As you also propose, we use a species identifier. This has proven to be our most difficult and contentious point. Our 2-letter code only allows for 676 species, and obviously there are millions. But is is worse than that. There are more than 60 species of Meloidogyne, and we can only accommodate 26 (and egos have been bruised over M. aranaria and M. artellia).

[As an aside, my prediction is that there will be up to 10 new nematode genomes in progress this time next year, including a number of parasites].

Specific comments

The proposal:

1.  Orthologs will be given the same name but with a species prefix.  For example, cb-tra-1 is the C. briggsae ortholog of C. elegans tra-1.  In some cases, there will be paralogs and some confusion; we expect this to be minor compared to the convenience of having orthologs having the same names.  For paralogs, a "dot and number" can be appended to distinguish paralogs,  e.g., hsp-16.1, hsp-16.2.


2. When a gene is identified in another species that belongs to a gene class with a clear equivalent in C. elegans, it should be given the same gene class name, but with a unique symbol as a postfix to the number.  The symbol will include one or more letters followed by a number. For example, C. briggsae genes could be dpy-cb1 OR dpy-B1 OR dpy-CAENORHABDITISBRIGGSAE000000001 etc.  The organism's community should decide on the exact implementation; this choice will be tracked by the CGC or WormBase.  A species prefix could be added but will be redundant, e.g., cb-dpy-cb1 OR cb-dpy-B1.  OR ce-dpy-1.

Agree that each community should decide on precise details. Either of the elegans/briggsae options seem OK. The species identifiers need to be set on stone somehow within and across communities. This is a major issue. At some level (certainly in wormbase), the full species binomial needs to be linked to each gene. I would support having wormbase as being the central repository for the binomials, and the accepted 2-letter abbreviations. Some abbreviations should be for ever assigned to some species, and that list could reasonably be those species with full genomes done, in progress, or likely to be cone soon (C. elegans, C. briggsae, Brugia malayi, Meloidogyne hapla, Heteriodera glycines, etc, etc). Thus, Ce would never be used for any other species. But Ma might be. The downside is that it would not be immediately apparent what species Ma really related to (it may be Meloidogyne aranaeria, but it might be something else). As long as one can click on it, and show the full binomial, that won't matter. And the individual researcher working on Meloidogyne aranaeria will know what Ma means in their circumstance instance)

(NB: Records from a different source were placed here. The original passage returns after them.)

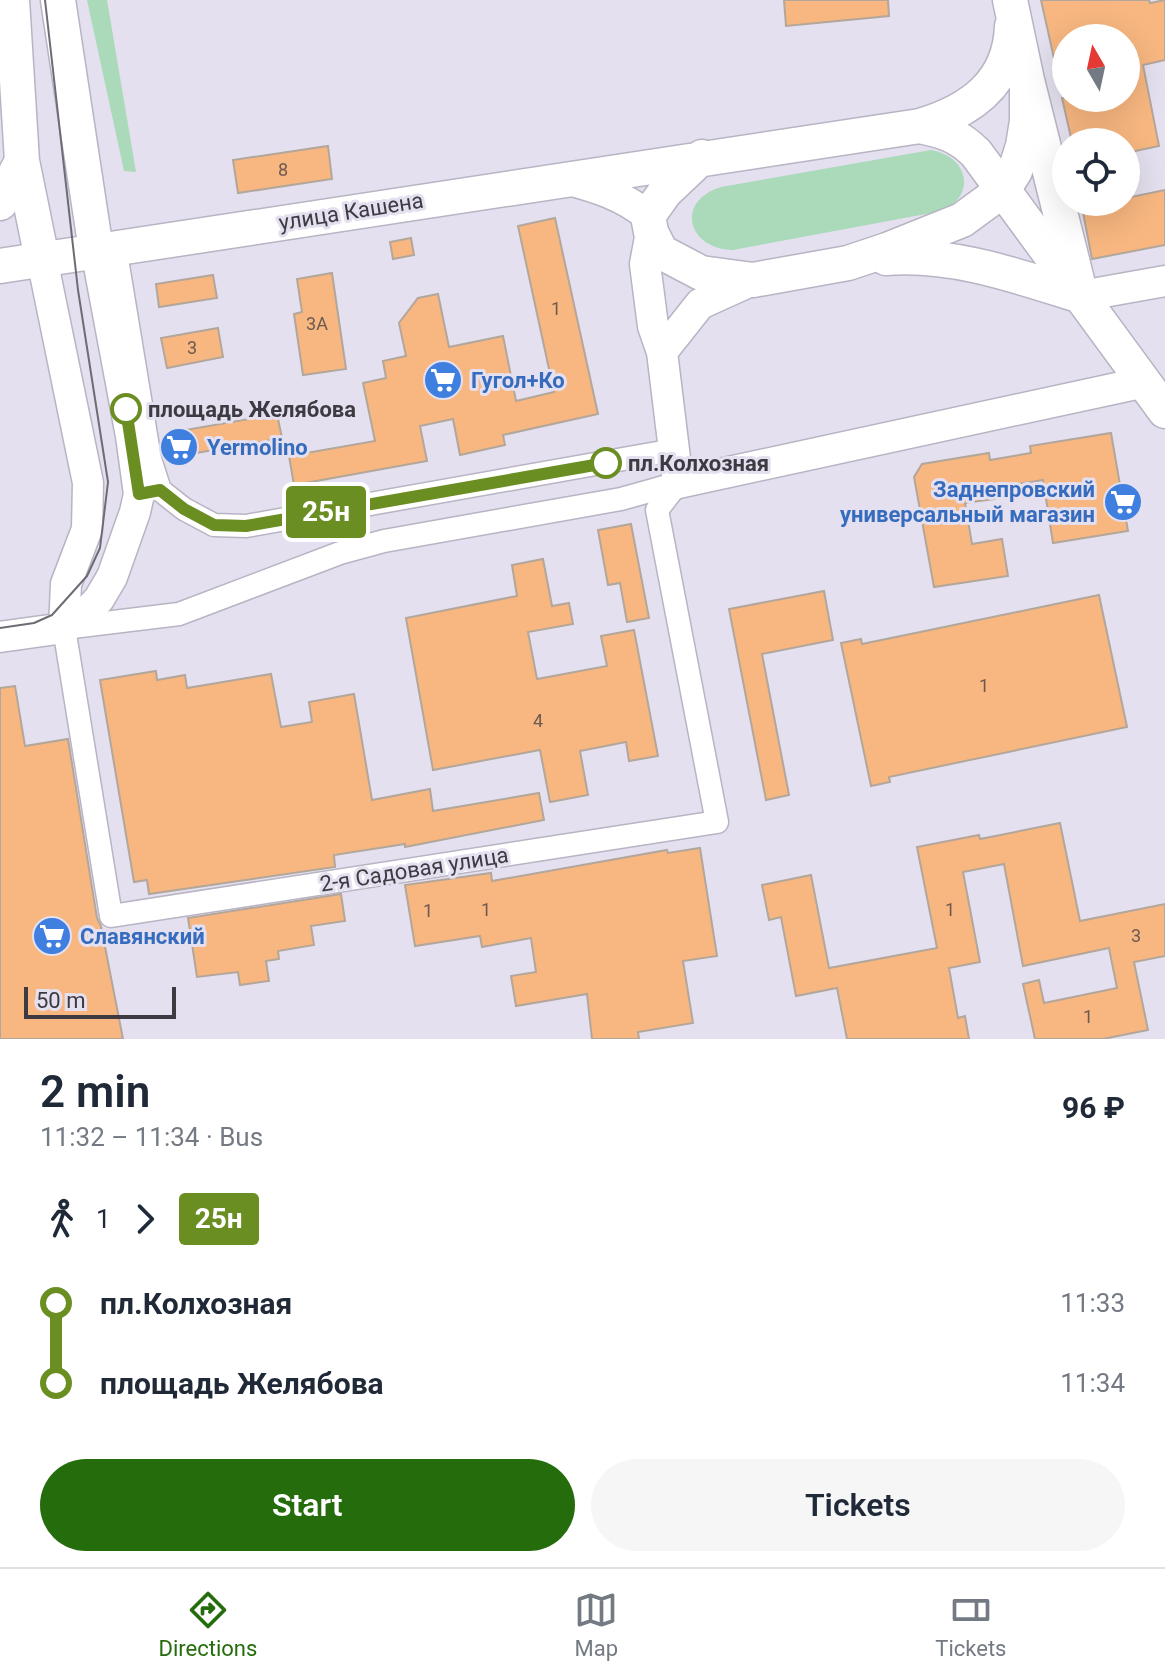 <!DOCTYPE html>
<meta charset="utf-8">
<style>
:root{--surface:#fff;--page:#f6f6f7;--text:#1f2937;--muted:#747a83;--line:#e0e1e3;--accent:#256d0c}
body{margin:0;font-family:Roboto,sans-serif;background:var(--page);color:var(--text);height:100vh;display:flex;flex-direction:column;font-size:30px;white-space:nowrap}
*{box-sizing:border-box;margin:0}
p{font-size:26px;color:var(--muted)}
.icon{flex:none;width:44px;height:44px;fill:none;stroke:currentColor;stroke-width:2;stroke-linecap:round;stroke-linejoin:round}
.map{position:relative;height:1039px;overflow:hidden}
.sheet{display:flex;flex-direction:column;background:var(--surface);flex:1}
.sheet>*{flex:none}
.badge{padding:0 16px;border-radius:6px;font-size:28px;line-height:52px}
.needle{width:52px;rotate:351deg}
.tools{position:absolute;left:1052px;top:24px;display:grid;gap:16px}
.tools a{display:grid;place-items:center;width:88px;height:88px;border-radius:50%;background:var(--surface);box-shadow:0 8px 32px #0002;font-size:40px}
.scale{position:absolute;left:24px;bottom:20px;width:152px;box-sizing:border-box;padding-left:8px;border:4px solid #3d3b41;border-top:0;font-size:22px;line-height:28px;white-space:nowrap;color:#3d3b41;-webkit-text-stroke:6px #e4e0ef;paint-order:stroke}
.map>.badge{position:absolute;translate:-50% -50%;box-shadow:0 0 0 4px #fff}
.legs{display:flex;align-items:center;gap:12px;height:88px;padding:0 40px;font-size:26px}
.legs p{margin-inline-start:auto}
.headline{display:flex;align-items:center;justify-content:space-between;height:136px;padding:0 40px}
h1{font-size:44px;font-weight:600;line-height:60px}
.primary-button{display:flex;gap:16px;margin-top:auto;padding:16px 40px}
.primary-button a{flex:1;height:92px;border-radius:48px;background:var(--accent);color:#fff;font-size:32px;font-weight:600;line-height:92px;text-align:center}
.primary-button a+a{background:var(--page);color:var(--text)}
ul{padding:0 40px;list-style:none}
li{display:flex;align-items:center;gap:28px;height:80px;font-size:30px}
li i{display:grid;place-items:center;width:12px;height:100%;margin:0 10px;background:currentColor}
li i::after{content:'';width:20px;height:20px;margin:-10px;border:6px solid;border-radius:50%;background:var(--surface)}
li p{margin-inline-start:auto}
li:first-child i{background:linear-gradient(#0000 50%,currentColor 0)}
li:last-child i{background:linear-gradient(currentColor 50%,#0000 0)}
.dock{display:flex;justify-content:space-around;align-items:center;height:112px;border-top:2px solid var(--line);background:var(--surface);font-size:22px;color:var(--muted)}
.dock a{display:grid;justify-items:center;gap:4px}
.dock .selected{color:var(--accent)}
.map>svg:first-child{display:block}
.green{fill:#aadab9}
.building{fill:#f8b780;stroke:#b3a69b;stroke-width:2}
.lines{fill:none;stroke-linecap:round;stroke-linejoin:round}
.street-casing{stroke:#b8b4c3;stroke-width:25}
.secondary-casing{stroke:#b8b4c3;stroke-width:33}
.primary-casing{stroke:#b8b4c3;stroke-width:37}
.street{stroke:#fff;stroke-width:22}
.secondary{stroke:#fff;stroke-width:30}
.primary{stroke:#fff;stroke-width:34}
.tram{stroke:#6e6b74;stroke-width:2}
.line-1-casing{stroke:#fff;stroke-width:18}
.line-1{stroke:#6b8e23;stroke-width:12}
.stop-1-dot{fill:#fff;stroke:#6b8e23;stroke-width:4}
.labels{text-anchor:middle;stroke-width:6;stroke-linejoin:round;paint-order:stroke}
.number-label{font-size:18px;fill:#6c5a51}
.street-label{font-size:22px;fill:#3d3b41;stroke:#e4e0ef}
.shop-label{font-size:22px;font-weight:bold;fill:#366cbe;stroke:#e4e0ef;text-anchor:start}
.stop-label{font-size:22px;font-weight:bold;fill:#3d3b41;stroke:#e4e0ef;text-anchor:start}
</style>
<div class="map">
<svg width="1165" height="1039" viewBox="0 0 1165 1039">
<rect width="100%" height="100%" fill="#e4e0ef"/>
<path class="green" d="M 87,0 L 107,0 L 136,172 L 124,171 Z
M 931,150 C 967,156 978,194 942,211 L 733,250 C 687,249 675,201 721,187 Z"/>
<path class="building" d="M 784,0 L 888,0 L 889,16 L 786,26 Z
M 1041,0 L 1149,0 L 1150,3 L 1165,0 L 1165,60 L 1143,65 L 1159,146 L 1126,153 L 1126,142 L 1072,142 L 1062,98 L 1126,98 L 1126,38 L 1066,38 L 1066,80 L 1059,81 Z
M 328,146 L 332,179 L 238,193 L 233,160 Z
M 1165,190 L 1165,245 L 1092,259 L 1081,202 L 1126,202 L 1126,198 Z
M 555,218 L 598,414 L 503,435 L 505,445 L 460,455 L 453,419 L 420,426 L 427,461 L 294,485 L 289,456 L 375,441 L 363,383 L 386,378 L 383,361 L 406,356 L 399,323 L 418,298 L 438,294 L 449,347 L 503,336 L 516,401 L 554,392 L 518,226 Z
M 411,238 L 414,255 L 393,259 L 390,242 Z
M 332,273 L 346,369 L 303,375 L 294,314 L 302,312 L 297,279 Z
M 213,275 L 217,298 L 159,307 L 156,284 Z
M 218,328 L 223,357 L 167,368 L 161,338 Z
M 277,414 L 282,438 L 179,456 L 174,432 Z
M 1111,433 L 1128,531 L 1053,543 L 1043,480 L 994,488 L 995,499 L 965,503 L 972,544 L 1002,539 L 1008,576 L 934,587 L 914,477 L 922,464 L 989,453 L 990,460 L 1031,453 L 1030,446 Z
M 631,524 L 649,618 L 627,622 L 620,583 L 608,585 L 598,530 Z
M 543,559 L 552,606 L 569,603 L 573,624 L 528,632 L 537,679 L 607,666 L 601,636 L 634,630 L 658,756 L 629,761 L 626,742 L 580,751 L 588,795 L 550,802 L 540,750 L 433,770 L 406,618 L 517,596 L 512,565 Z
M 824,591 L 833,640 L 762,654 L 789,795 L 766,800 L 729,609 Z
M 1099,595 L 1127,727 L 889,777 L 890,782 L 871,786 L 841,643 L 861,639 L 862,644 Z
M 156,671 L 157,680 L 185,675 L 187,688 L 271,674 L 281,727 L 312,722 L 309,702 L 354,694 L 372,800 L 430,789 L 433,811 L 539,793 L 544,820 L 405,847 L 405,844 L 334,855 L 335,867 L 149,894 L 147,880 L 134,882 L 100,680 Z
M 15,686 L 25,746 L 68,739 L 97,918 L 101,926 L 123,1039 L 0,1039 L 0,688 Z
M 1060,823 L 1080,921 L 1165,904 L 1165,956 L 1134,962 L 1148,1030 L 1103,1039 L 1035,1039 L 1023,984 L 1039,980 L 1044,1003 L 1117,988 L 1109,948 L 1023,966 L 1004,864 L 963,872 L 980,962 L 949,968 L 958,1018 L 965,1016 L 969,1039 L 847,1039 L 837,988 L 796,996 L 781,917 L 769,920 L 762,885 L 811,875 L 829,968 L 937,948 L 917,847 L 979,835 L 980,839 Z
M 700,848 L 717,956 L 683,961 L 693,1023 L 638,1032 L 639,1039 L 592,1039 L 587,994 L 516,1006 L 511,976 L 536,972 L 531,938 L 482,947 L 480,936 L 415,946 L 405,885 L 491,873 L 492,881 L 667,850 L 668,853 Z
M 341,894 L 345,921 L 311,926 L 314,945 L 278,951 L 279,959 L 266,961 L 269,981 L 240,985 L 238,972 L 197,977 L 188,918 Z"/>
<g class="lines">
<g class="street-casing">
<path id="street" d="M 115,247 L 150,459 L 160,490 L 184,509 L 214,525 L 246,526 L 674,450
M 678,483 L 657,510 L 717,822 L 111,916 L 64,628 L 179,614 L 340,553 L 384,541 L 621,499 Z"/>
</g>
<g class="secondary-casing">
<path id="secondary" d="M 565,179 C 596,187 624,196 648,216
M 651,232 L 645,264 L 653,326 L 662,352 L 678,483 L 1145,382
M 42,259 L 88,483 L 87,529 L 66,584 L 64,628
M 1081,296 L 1165,281
M 662,352 L 700,304 L 753,280
M 0,637 L 64,628 L 85,614 L 99,599 L 112,577 L 135,512 L 139,494 L 131,436 L 96,250"/>
</g>
<g class="primary-casing">
<path id="primary" d="M 12,0 L 22,161 L 42,259
M 58,0 L 96,250
M 1010,0 L 1027,80 L 1077,280
M 920,126 C 971,111 1010,83 1012,26
M 702,157 L 665,192 L 648,216 L 651,232 L 661,252 L 701,273 L 753,280 L 848,263 L 887,250 L 962,220 L 1003,190 L 1015,171 L 1023,146 L 1027,121 L 1027,80
M 0,203 L 22,161
M 886,258 C 954,253 1017,276 1081,296
M 0,266 L 920,126 C 944,131 959,136 976,153 L 1165,411"/>
</g>
<use href="#street" class="street"/>
<use href="#secondary" class="secondary"/>
<use href="#primary" class="primary"/>
<path class="tram" d="M 0,628 L 34,623 L 52,615 L 87,576 L 100,548 L 108,482 L 78,290 L 45,0"/>
</g>
<g class="lines">
<g class="line-1-casing">
<path id="line-1" d="M 126,409 L 139,494 L 160,490 L 184,509 L 214,525 L 246,526 L 606,463"/>
</g>
<use href="#line-1" class="line-1"/>
</g>
<defs>
<g id="supermarket-disc" transform="scale(2)"><circle r="9.5" fill="#3f7fe0" stroke="#e4e0ef"/><path d="M-6-5.5h2.5l.6 2H6L4.5 2H-2.5L-4.4-4H-6ZM-1.5 3.2a1.3 1.3 0 1 0 .1 0ZM3 3.2a1.3 1.3 0 1 0 .1 0Z" fill="#fff"/></g>
</defs>
<g fill-rule="evenodd">
<use href="#supermarket-disc" x="443" y="380"/>
<use href="#supermarket-disc" x="179" y="447"/>
<use href="#supermarket-disc" x="1123" y="502"/>
<use href="#supermarket-disc" x="52" y="936"/>
</g>
<g class="stop-1-dot">
<circle cx="126" cy="409" r="14"/>
<circle cx="606" cy="463" r="14"/>
</g>
<g class="labels">
<g class="number-label">
<text x="283" y="176">8</text>
<text x="556" y="315">1</text>
<text x="317" y="330">3А</text>
<text x="192" y="354">3</text>
<text x="984" y="692">1</text>
<text x="538" y="727">4</text>
<text x="486" y="916">1</text>
<text x="950" y="916">1</text>
<text x="428" y="917">1</text>
<text x="1136" y="942">3</text>
<text x="1088" y="1023">1</text>
</g>
<g class="street-label">
<text transform="translate(351 211) rotate(-9)" y="8">улица Кашена</text>
<text transform="translate(414 869) rotate(-9)" y="8">2-я Садовая улица</text>
</g>
<g class="shop-label">
<text x="471" y="388">Гугол+Ко</text>
<text x="207" y="455">Yermolino</text>
<text x="1095" y="497" text-anchor="end">Заднепровский<tspan x="1095" dy="25">универсальный магазин</tspan></text>
<text x="80" y="944">Славянский</text>
</g>
<g class="stop-label">
<text x="148" y="417">площадь Желябова</text>
<text x="628" y="471">пл.Колхозная</text>
</g>
</g>
</svg>
<div class="tools">
<a><svg class="needle" viewBox="-14 -14 28 28"><path d="M0-13l5 13h-10z" fill="#e53935"/><path d="M0 13l5-13h-10z" fill="#747a83"/></svg></a>
<a><svg class="icon" aria-label="locate" viewBox="0 0 24 24"><circle cx="12" cy="12" r="6"/><path d="M12 2v4M12 18v4M2 12h4M18 12h4"/></svg></a>
</div>
<div class="scale">50 m</div>
<b class="badge" style="left:326px;top:512px;background:#6b8e23;color:#fff">25н</b>
</div>
<section class="sheet">
<div class="headline"><div><h1>2 min</h1><p>11:32 – 11:34 · Bus</p></div><b>96 ₽</b></div>
<div class="legs"><svg class="icon" aria-label="walk" viewBox="0 0 24 24"><circle cx="13" cy="4" r="2"/><path d="M13 8l-2 6 4 7M11 14l-3 7M7 12l3-4h3l4 4"/></svg>1<svg class="icon" aria-label="forward" viewBox="0 0 24 24"><path d="M9 5l7 7-7 7"/></svg><b class="badge" style="background:#6b8e23;color:#fff">25н</b></div>
<ul>
<li><i style="color:#6b8e23"></i><b>пл.Колхозная</b><p>11:33</p></li>
<li><i style="color:#6b8e23"></i><b>площадь Желябова</b><p>11:34</p></li>
</ul>
<div class="primary-button"><a>Start</a><a>Tickets</a></div>
</section>
<nav class="dock">
<a class="selected"><svg class="icon" aria-label="directions" viewBox="0 0 24 24"><path d="M12 3l9 9-9 9-9-9zM9 14v-3h6M13 9l2 2-2 2"/></svg>Directions</a>
<a><svg class="icon" aria-label="map" viewBox="0 0 24 24"><path d="M3 6l6-2 6 2 6-2v14l-6 2-6-2-6 2zM9 4v14M15 6v14"/></svg>Map</a>
<a><svg class="icon" aria-label="tickets" viewBox="0 0 24 24"><path d="M3 7h18v10H3zM15 7v10"/></svg>Tickets</a>
</nav>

3.  Gene classes with no equivalent in C. elegans or other species will be given unique three-letter-number names.  


4.  For alleles, strains, polymorphisms, rearrangements, transgenes, and other variants, unique numbers (unique across all species) will be assigned by the relevant laboratory using the standard C. elegans nomenclature.  In all cases, a species prefix can be used, but is redundant.  For example, "syIs802" is an integrated transgene in C. briggsae from the Sternberg laboratory; it could be referred to as cb-syIs802.   syIs802will never be used for something else, especially a C. elegans transgene.

Concur. The SON system follows this idea (but in parrallel, which is probably not a good idea). Will this require that non-C. elegans labs be registered in the C. elegans system? I think this should be encouraged.

Existing gene classes used in other species could be retained (but retired) since there are not too many of them (e.g., cby, mip).

I concur.

Responsibility for the numbering of a gene class will reside with the assigning laboratory, unless transferred by them to WormBase and the Caenorhabditis Genetics Center.  (As in the present practice, in some cases, if desirable, a small block of numbers can be assigned to another laboratory.)

Concur. Labs generating large numbers of genes (mainly through genome projects) should establish special relationships with WormBase.